The story is really convoluted, and that's perhaps my only real gripe. I don't think I ever fully made sense of the backstory, but I'll do the best I can to summarize it. Decades earlier, an alien named Serleena came to Earth in search of a mystical light that was hidden here. The light was launched into space by the MIB and our planet was saved from destruction. Now, Serleena returns to Earth in search of the light, believing it is still here. Upon its arrival, the alien assumes the form of a Victoria's Secret lingerie model (Lara Flynn Boyle). She knows that the key to finding her treasure lies in MIB Headquarters, which she promptly infiltrates. Assisting her is a two-headed alien, played by Johnny Knoxville of MTV's "Jackass." There's some talk about how - if the light is not found within a certain time frame - the Earth will be destroyed, but that is also a rather muddled plot point.

Will Smith returns as Agent Jay, who has unsuccessfully teamed with other partners since Agent Kay (Tommy Lee Jones) left the agency and had his memory erased at the end of the original movie. When MIB leader Zed (Rip Torn) finds out that Serleena is on the planet, he knows that Kay is the only one who can help; after all, he's the one who got rid of the light in the first place. Jay finds Kay working in a small-town post office and, in a clever plot reversal, now has to recruit him back into the organization. Meanwhile, Jay develops a romantic interest in Laura (Rosario Dawson), the only witness to one of Serleena's first acts of meyhem.

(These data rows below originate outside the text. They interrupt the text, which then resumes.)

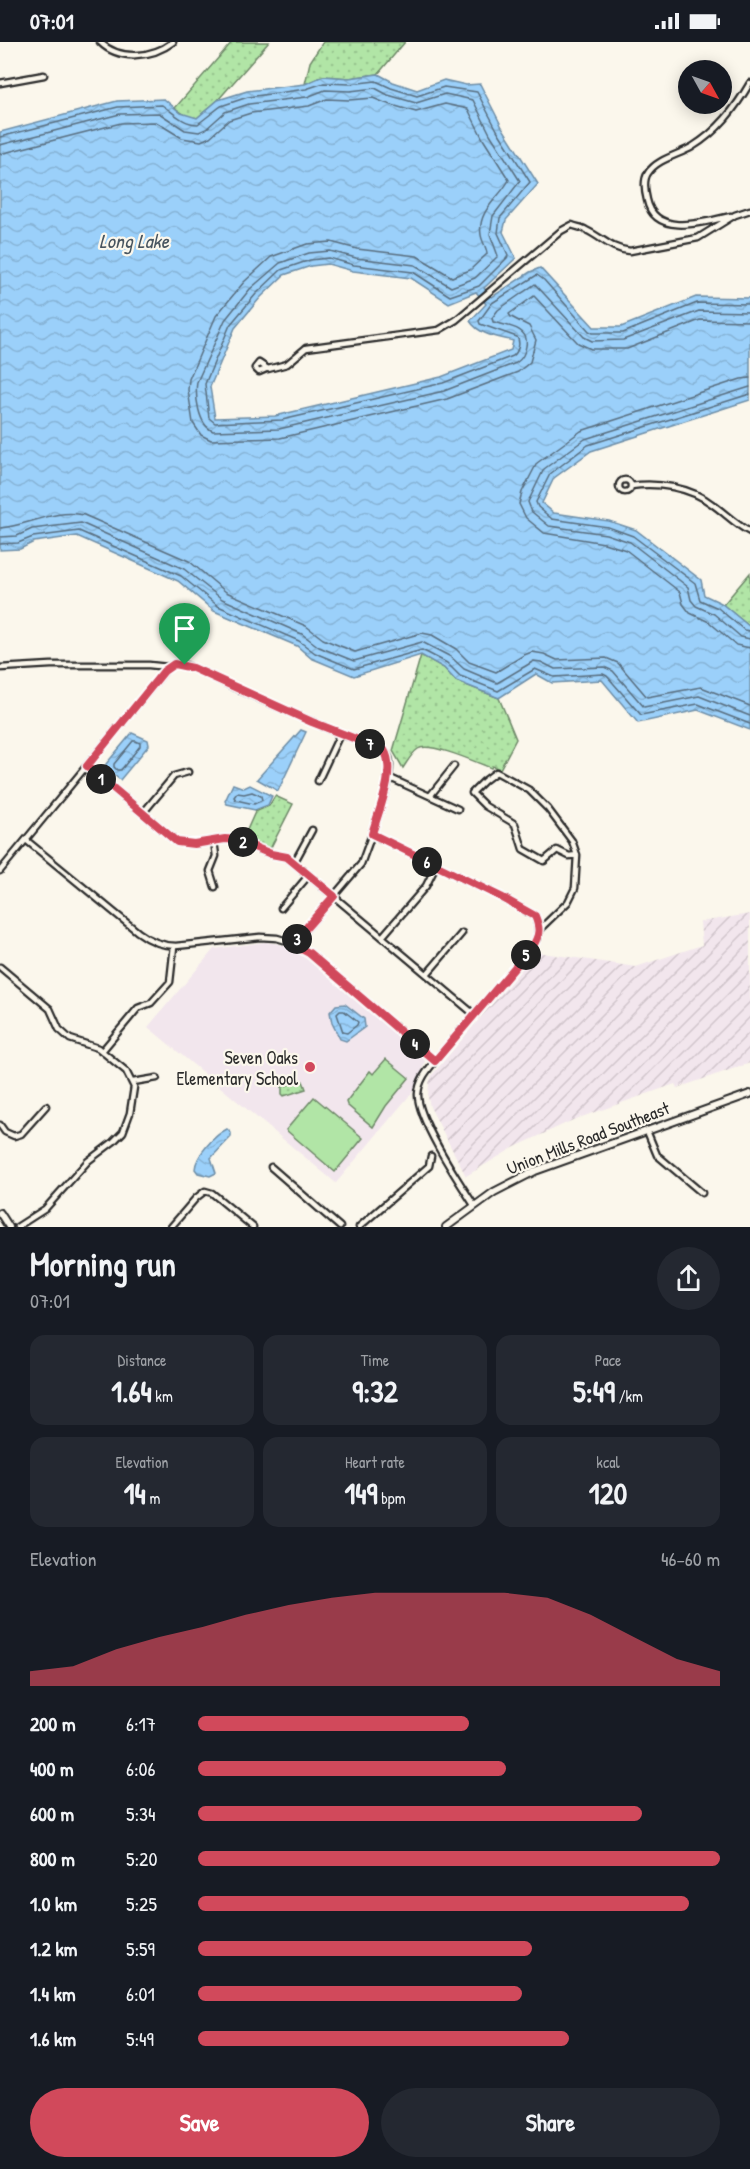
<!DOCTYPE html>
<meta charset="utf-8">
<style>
body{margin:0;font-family:"Patrick Hand",sans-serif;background:#242831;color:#f1f3f6;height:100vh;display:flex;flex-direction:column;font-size:22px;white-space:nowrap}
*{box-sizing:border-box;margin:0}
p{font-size:20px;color:#9ea1a6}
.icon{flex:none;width:33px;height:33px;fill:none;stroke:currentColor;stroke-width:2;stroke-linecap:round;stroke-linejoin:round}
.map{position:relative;height:1185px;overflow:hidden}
.sheet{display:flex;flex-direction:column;background:#171b24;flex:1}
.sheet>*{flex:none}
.needle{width:39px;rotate:130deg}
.fabs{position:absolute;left:678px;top:18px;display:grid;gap:12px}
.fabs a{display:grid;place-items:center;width:54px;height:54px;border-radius:50%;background:#171b24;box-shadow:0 3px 15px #0003;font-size:30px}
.pin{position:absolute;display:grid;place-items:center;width:51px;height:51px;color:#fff;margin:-62px -26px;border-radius:50% 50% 50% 0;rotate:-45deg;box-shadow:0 0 6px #0007}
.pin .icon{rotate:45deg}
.km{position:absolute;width:30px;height:30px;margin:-15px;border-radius:50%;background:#222;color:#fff;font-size:16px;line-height:30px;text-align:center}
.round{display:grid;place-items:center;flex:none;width:63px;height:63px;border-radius:32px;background:#242831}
.overview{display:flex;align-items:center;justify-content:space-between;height:102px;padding:0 30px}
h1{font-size:33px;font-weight:700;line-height:45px}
.stats{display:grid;grid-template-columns:repeat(3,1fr);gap:9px;height:102px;padding:6px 30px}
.stats div{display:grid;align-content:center;border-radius:15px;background:#242831;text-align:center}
.stats b{font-size:30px;font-weight:700}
.stats small{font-size:16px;font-weight:400}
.stats p{font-size:16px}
.chart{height:168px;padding:12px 30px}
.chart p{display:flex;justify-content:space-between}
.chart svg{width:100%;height:108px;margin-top:6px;fill:#d1495b;opacity:.7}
.action{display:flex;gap:12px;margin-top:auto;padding:12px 30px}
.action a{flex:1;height:69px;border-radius:36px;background:#d1495b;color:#fff;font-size:24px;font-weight:700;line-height:69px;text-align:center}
.action a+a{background:#242831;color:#f1f3f6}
ul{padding:0 30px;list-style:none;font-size:20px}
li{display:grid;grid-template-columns:96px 72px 1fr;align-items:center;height:45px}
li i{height:15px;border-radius:8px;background:#d1495b}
.status{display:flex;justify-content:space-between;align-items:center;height:42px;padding:0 30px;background:#171b24;direction:ltr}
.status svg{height:16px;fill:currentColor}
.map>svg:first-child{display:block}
.built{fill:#f2e6ed}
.industrial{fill:url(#industrial-furrows)}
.grass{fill:#b1e5a6;stroke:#6e8868;stroke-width:1.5}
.park{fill:url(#park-dots);stroke:#6e8868;stroke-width:1.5}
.water{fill:url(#water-waves);stroke:#6e8ea7;stroke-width:1.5;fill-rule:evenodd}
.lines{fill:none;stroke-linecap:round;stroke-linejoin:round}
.shore{stroke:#586d7e;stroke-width:1.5}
.street-casing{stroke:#2b2b2b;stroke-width:9}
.secondary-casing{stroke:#2b2b2b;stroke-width:10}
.street{stroke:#fbf7ec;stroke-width:4.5}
.secondary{stroke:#fbf7ec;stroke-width:6}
.route-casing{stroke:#fff;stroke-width:12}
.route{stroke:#d1495b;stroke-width:8}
.poi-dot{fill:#d1495b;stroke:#fbf7ec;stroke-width:2}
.labels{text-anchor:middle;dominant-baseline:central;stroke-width:4.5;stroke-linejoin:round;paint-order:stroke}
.poi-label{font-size:18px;fill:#2b2b2b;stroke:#fbf7ec;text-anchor:end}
.street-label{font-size:18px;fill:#2b2b2b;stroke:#fbf7ec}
.water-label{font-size:20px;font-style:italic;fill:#47545f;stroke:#fbf7ec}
</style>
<div class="status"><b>07:01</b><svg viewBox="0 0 49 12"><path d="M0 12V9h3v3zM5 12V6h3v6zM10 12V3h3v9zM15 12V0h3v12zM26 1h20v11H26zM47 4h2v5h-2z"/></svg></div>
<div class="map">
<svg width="750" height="1185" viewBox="0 0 750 1185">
<defs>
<pattern id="industrial-furrows" width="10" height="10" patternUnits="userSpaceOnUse" patternTransform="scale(1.5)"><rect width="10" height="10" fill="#f2e6ed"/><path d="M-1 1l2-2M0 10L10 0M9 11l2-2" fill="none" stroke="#d0c5cb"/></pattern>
<pattern id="park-dots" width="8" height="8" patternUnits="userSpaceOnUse" patternTransform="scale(1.5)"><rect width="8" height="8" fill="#b1e5a6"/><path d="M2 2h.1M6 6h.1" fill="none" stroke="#98c58f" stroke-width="1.8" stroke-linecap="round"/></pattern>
<pattern id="water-waves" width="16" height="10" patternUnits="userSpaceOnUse" patternTransform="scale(1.5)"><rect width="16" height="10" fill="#9bd0fa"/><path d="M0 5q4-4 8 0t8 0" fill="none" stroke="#86b3d6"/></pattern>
</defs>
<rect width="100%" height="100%" fill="#fbf7ec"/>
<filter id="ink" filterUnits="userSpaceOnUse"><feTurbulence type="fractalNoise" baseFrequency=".0167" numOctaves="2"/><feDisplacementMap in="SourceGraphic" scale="12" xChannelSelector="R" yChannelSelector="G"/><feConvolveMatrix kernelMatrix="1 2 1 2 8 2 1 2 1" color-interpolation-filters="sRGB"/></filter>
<g filter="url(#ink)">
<!-- built -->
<path class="built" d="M 265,900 L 279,902 L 296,908 L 424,1016 L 425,1020 L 415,1047 L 336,1141 L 148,985 L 214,907 Z"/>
<!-- industrial -->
<path class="industrial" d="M 750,872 L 750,1021 L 677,1046 L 675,1042 L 573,1078 L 513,1106 L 466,1134 L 430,1065 L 428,1055 L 429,1041 L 432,1033 L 536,910 L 636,925 L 702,903 L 700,880 Z"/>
<!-- grass -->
<path class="grass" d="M 386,1017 L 409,1036 L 386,1064 L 373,1085 L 347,1063 L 346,1060 L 370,1029 L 373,1032 Z
M 314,1055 L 363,1096 L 335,1130 L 286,1088 Z"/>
<!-- park -->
<path class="park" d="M 232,0 L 269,0 L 218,58 L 197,76 C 188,76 182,71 175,66 Z
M 323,0 L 405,0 L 378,32 L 349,36 L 323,34 L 305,42 L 310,20 Z
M 750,531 L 750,585 L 723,563 Z
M 421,613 L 444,626 L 456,639 L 499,656 L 516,697 L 500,727 L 492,724 L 491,726 C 478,721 429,699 418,707 C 412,711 407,720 403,726 L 393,709 Z
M 275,754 L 293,762 L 269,809 L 243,797 L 255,770 L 269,764 Z
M 300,1038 L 303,1039 L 306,1047 L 284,1054 L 282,1052 L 282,1045 Z"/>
<!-- water -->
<path class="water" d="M 378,32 L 393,40 L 417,48 L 444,38 L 466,43 L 480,42 L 502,85 L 538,142 L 506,178 L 503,190 L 516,216 L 484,246 L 492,255 L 530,230 L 540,226 L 594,285 L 621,285 L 696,255 L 750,256 L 750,358 L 591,409 L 554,436 L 542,461 L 554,471 L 609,479 L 636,488 L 701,538 L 704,553 L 721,561 L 750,585 L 750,688 L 698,668 L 638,681 L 602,638 L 552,641 L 536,632 L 499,656 L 456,639 L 444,626 L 421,613 L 354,634 L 311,616 L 297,604 L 214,569 L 178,539 L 77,494 L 34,500 L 20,507 L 0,508 L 0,90 L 117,59 L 164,57 L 181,71 L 197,76 L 218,58 L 247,49 L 305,42 L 323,34 L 349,36 ZM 328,222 L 353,229 L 411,236 L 449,261 L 476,250 L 486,262 L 470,279 C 479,293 498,295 513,299 L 511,308 L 441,335 L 275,374 L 215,376 L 210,345 L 235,286 L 260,256 L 284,233 L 311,224 Z
M 301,688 L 306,690 L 278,749 L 257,737 Z
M 132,691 L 148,698 L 149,703 L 120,738 L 106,726 L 106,722 Z
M 233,742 L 244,746 L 250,743 L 272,754 L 268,763 L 255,768 L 227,762 L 225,759 Z
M 345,962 L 364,977 L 365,985 L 346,999 L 340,997 L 332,981 L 330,970 L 336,963 Z
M 227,1087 L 231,1091 L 231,1095 L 211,1116 L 216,1131 L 210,1134 L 198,1131 L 195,1127 C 196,1113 215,1093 227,1087 Z"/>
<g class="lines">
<!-- shore -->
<path class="shore" d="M 0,95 L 118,65 L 162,63 C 174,71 183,82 198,82 L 221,64 L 248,55 L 306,47 L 324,41 L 350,42 L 376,39 L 391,46 L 417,54 L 444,45 L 477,50 L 497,88 L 530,140 L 500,176 L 498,191 L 508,213 L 507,216 L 479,244 L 450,254 L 413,230 L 354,223 L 329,216 L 310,218 L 281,228 L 256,252 L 230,283 L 205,342 L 209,376 L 215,381 L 282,378 L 443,341 L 513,314 C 518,310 521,301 517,295 L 480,282 L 479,279 L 492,261 L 537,233 L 544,238 L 589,289 L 593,291 L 623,291 L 697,261 L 750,262
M 0,103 L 120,72 L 159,71 L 185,88 L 199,90 L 206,87 L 225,70 L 249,62 L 307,55 L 325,48 L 350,49 L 375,46 L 388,53 L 416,61 L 445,52 L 473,58 L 490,92 L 520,139 L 493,174 L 490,192 L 498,214 L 475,236 L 451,245 L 415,223 L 356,216 L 330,209 L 309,211 L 280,221 L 250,247 L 225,278 L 197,340 C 195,354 198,383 213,389 L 279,387 L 444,349 L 516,321 C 522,317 525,312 526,304 C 530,285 506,284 493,280 L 492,276 L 498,268 L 535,242 L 584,295 L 592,299 L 623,298 L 699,269 L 750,270
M 0,112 L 121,81 L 156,80 L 182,96 L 201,99 L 210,95 L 229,78 L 251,71 L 309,64 L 327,57 L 349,58 L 373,56 L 385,61 L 416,70 L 445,62 L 468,67 L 483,97 L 509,138 C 499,157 477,168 481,193 C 482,200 487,206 487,212 L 470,228 L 452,235 L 417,214 L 357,207 L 331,200 L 307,202 L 271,215 L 244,240 L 216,274 L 189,337 L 188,348 L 193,381 L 201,393 L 211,398 L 280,396 L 447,357 L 518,330 L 530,320 L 536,298 L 529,284 L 511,275 L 509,272 L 534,254 L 578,301 L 591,307 L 627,307 L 700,278 L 750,279
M 750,336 L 741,337 L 581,389 L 537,421 L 522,450 L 519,462 L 526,476 L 544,491 L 604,501 L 626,508 L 680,550 L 683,562 L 690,571 L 709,580 L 736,603 L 750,606
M 750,345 L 585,397 L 544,427 L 528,460 L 532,470 L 549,484 L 606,492 L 630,500 L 688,545 L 691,558 L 696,564 L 714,572 L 741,595 L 750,597
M 750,352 L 588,403 L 550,432 L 536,460 L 538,465 L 552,477 L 608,485 L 633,494 L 695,541 L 700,558 L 718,566 L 744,588 L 750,589
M 0,486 C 27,484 56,466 84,473 L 189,519 L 226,550 L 306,584 L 323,597 L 355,610 L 422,591 L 432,593 L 456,607 L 469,620 L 496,630 L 524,613 L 532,610 L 544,612 L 557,618 L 606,616 L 618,621 L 647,655 L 701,645 L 750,664
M 0,495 L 17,494 L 32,487 L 81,481 L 184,527 L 222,557 L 302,592 L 319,605 L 354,619 L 422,600 L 451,615 L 464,627 L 497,641 L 534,619 L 541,620 L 555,627 L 604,625 L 613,629 L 644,665 L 699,654 L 750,674
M 0,502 L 18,501 L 33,495 L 79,489 L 181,534 L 218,564 L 299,599 L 315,611 L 354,627 L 422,608 L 447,621 L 460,634 L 498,649 L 535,627 L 554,635 L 603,632 L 607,634 L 641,673 L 698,662 L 750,682
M 136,699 L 140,701 L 140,704 L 121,728 L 117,728 L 114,725 L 114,722 L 133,699 Z
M 237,751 L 244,752 L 252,750 L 261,754 L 262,758 L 254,762 L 236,758 L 234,755 Z
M 340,969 L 344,969 L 358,980 L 357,983 L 347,991 L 343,990 L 337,972 Z"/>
<defs>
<path id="street" d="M 100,0 C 119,19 152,16 173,0
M 0,41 L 44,33
M 731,174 C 705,180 655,196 647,158 C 645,150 643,138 648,131 C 657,117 678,113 692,105 C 718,89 735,67 750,41
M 266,327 L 259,330 L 255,326 L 259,321 L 268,327 L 287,322 L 306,306 L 439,288 L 456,278 L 561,189 L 572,183 C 576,185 582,185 586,188 C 603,196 610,207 630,209 L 698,196 L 735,173 L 750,168
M619 444a6 6 0 1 1 12 0a6 6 0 1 1-12 0Z
M 631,444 C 657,440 690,445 712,462 C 725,471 736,483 750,490
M 0,626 L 51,623 L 149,623 L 168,625 L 174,622 L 185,623 C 202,629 219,638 235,646 C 271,662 306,677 341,692 C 355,698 383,700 389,716 C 394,734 377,774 372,792 L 501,855 L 535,874 C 539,886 540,892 533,904 L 435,1019 C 427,1029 419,1038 418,1052 C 417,1077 459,1140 474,1163
M 87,724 L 177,800 L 194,802 L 225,797 L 237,798 L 271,812 L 287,815 L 475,973
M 388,735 L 458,767
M 318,739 L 340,692
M 430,754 L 454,724
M 143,771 L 174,734 L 188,730
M 26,798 L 138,890 C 150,899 161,904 176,904 L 260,895 L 277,896 L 287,899 L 309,911 L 435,1019
M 214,799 L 216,814 L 210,829 L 215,845
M 294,821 L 312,788
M 0,829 L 168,625
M 281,866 L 309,833
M 540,887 L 568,860 L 575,846 L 577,813 L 572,799 L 548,767 L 529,748 L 500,732 L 496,730 L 484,739 L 472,751 L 485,764 L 515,782 L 523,807 L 544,819 L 557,808 L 569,814 L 577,813
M 382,895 L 426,844 L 436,824
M 293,902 L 361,822 L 372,792
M 0,925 L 50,967 L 59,987 L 70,997 L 98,1006 L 126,1029 L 134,1045 L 130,1071 L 123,1090 L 113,1100 L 88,1119 L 45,1167 L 17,1185
M 427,932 L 462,891
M 102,1009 L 138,966 L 151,961 L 170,940 L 174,904
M 133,1040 L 157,1036
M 0,1083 L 5,1090 L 14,1094 L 21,1092 L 46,1064
M 647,1089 L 657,1113 L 702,1151
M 271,1125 L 340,1185
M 171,1185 L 196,1156 L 205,1149 L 212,1151 L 253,1185
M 359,1185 L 429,1124 L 431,1114"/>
<path id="secondary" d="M 0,1171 L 9,1185
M 446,1185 L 494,1150 L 535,1129 L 750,1052"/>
</defs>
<!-- street casing -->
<use href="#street" class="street-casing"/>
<!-- secondary casing -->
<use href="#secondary" class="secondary-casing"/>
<!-- street -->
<use href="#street" class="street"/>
<!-- secondary -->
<use href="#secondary" class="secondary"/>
</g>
</g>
<g class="lines" filter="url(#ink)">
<defs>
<path id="route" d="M 174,622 L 193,626 L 312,680 L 384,708 C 397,728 378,770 372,792 L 501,855 L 535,874 C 540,886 540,892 533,904 L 435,1019 L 309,911 L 292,902 L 334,854 L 287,815 L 271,812 L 237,798 L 225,797 L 194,802 L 177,800 L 87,724 L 164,629 Z"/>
</defs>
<!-- route casing -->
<use href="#route" class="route-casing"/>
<!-- route -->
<use href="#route" class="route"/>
</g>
<!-- markers -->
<circle class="poi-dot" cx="310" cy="1025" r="6"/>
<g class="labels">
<!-- poi labels -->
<g class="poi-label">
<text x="298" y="1015">Seven Oaks<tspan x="298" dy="21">Elementary School</tspan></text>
</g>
<!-- street labels -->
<g class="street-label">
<text transform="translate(588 1096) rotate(-21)">Union Mills Road Southeast</text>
</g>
<!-- water labels -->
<g class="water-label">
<text x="134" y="198">Long Lake</text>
</g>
</g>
</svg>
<div class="fabs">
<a><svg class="needle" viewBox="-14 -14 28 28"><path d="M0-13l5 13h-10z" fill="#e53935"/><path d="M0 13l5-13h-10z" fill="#9ea1a6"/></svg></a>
</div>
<div class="pin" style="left:185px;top:623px;background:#1e9e55"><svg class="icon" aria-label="arrive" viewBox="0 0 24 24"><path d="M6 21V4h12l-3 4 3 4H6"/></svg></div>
<b class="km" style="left:101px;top:737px">1</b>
<b class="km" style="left:243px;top:800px">2</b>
<b class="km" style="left:297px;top:897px">3</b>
<b class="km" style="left:415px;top:1002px">4</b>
<b class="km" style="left:526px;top:913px">5</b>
<b class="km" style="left:427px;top:820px">6</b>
<b class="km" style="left:370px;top:702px">7</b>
</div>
<section class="sheet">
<div class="overview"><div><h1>Morning run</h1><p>07:01</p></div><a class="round"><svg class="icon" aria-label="share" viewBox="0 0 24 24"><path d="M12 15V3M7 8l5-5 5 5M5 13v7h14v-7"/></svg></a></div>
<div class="stats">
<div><p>Distance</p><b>1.64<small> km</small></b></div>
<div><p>Time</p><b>9:32</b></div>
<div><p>Pace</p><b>5:49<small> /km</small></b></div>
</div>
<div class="stats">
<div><p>Elevation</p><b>14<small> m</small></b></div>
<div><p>Heart rate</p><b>149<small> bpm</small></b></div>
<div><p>kcal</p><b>120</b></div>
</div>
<div class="chart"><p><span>Elevation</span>46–60 m</p>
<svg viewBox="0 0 160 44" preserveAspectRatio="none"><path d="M0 44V38L10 36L20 29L30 24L40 20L50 15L60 11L70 8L80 6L90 6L100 6L110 6L120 8L130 15L140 24L150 33L160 38V44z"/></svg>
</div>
<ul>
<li><b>200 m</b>6:17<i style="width:52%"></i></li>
<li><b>400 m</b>6:06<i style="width:59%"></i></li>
<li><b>600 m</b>5:34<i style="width:85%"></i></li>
<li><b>800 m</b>5:20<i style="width:100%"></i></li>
<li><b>1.0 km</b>5:25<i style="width:94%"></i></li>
<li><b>1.2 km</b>5:59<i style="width:64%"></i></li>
<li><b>1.4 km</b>6:01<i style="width:62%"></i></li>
<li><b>1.6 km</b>5:49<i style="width:71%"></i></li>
</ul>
<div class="action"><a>Save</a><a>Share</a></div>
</section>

New hotness Will Smith reteams with Tommy Lee Jones for Men in Black II
Although I didn't really understand the whole thing about the light, I wasn't particularly bothered. After all, that's not the real story here. The story is Jay bringing Kay back into the fold. The smart thing about both movies is that they keep the emphasis on the main characters. Whereas Kay was the by-the-book mentor in the first film, Jay is now the mentor, and he takes a hipper approach. Notice the scene in which Jay compares his MIB vehicle ("the new hotness") to Kay's standard issue car ("old and busted"). That's the kind of thing we care about - the relationship between these two men who work for the most covert and secretive government organization possible. The screenplay builds on that idea, as Jay laments the loneliness of the job. The only person an MIB can relate to is another MIB.

As before, the movie also has fun with the conventions of the sci-fi genre. There are lots of jokes about who is really an alien and who merely seems like one but isn't. I also like the series' ongoing existential references to the fact that universes can exist within other universes. This takes shape in a running joke about a tiny colony of creatures that live in a bus station locker. The bigger set pieces are wonderfully wacky too, especially the one involving a giant worm running through the subway system.

Men in Black II made me laugh a lot, but there were three things that elicited real belly laughs. I won't ruin the jokes, but I'll tell you where to look. 1.) a household name celebrity begs to join the ranks of the MIB; 2.) Frank the Pug, returning from the original, sings along to a well-known novelty song on the radio; and 3.) a scene showing an alien race known as the Balchinians, who have to be seen to be believed.

It's worth noting that director Barry Sonnenfeld gives the movie a uniquely quirky feel that perfectly suits the material. He once again avoids the temptation to turn the finale into an overblown special effects extravaganza (one of the things I admired most about the first film). The ending is all about Jay and Kay, and it pulls things together in a way that is consistent with their characters.

Because the characters matter, it's essential that the actors matter too, and they do. Will Smith and Tommy Lee Jones are perfectly cast. They are one of the great screen duos and, in this installment, seem to be having fun turning the mentor/protégé tables. The fun is infectious. Men in Black II is the rare sequel that makes me yearn for a Part III.

( 1/2 out of four)

Men in Black II is rated PG-13 for sci-fi action violence and some provocative humor. The running time is 1 hour and 28 minutes.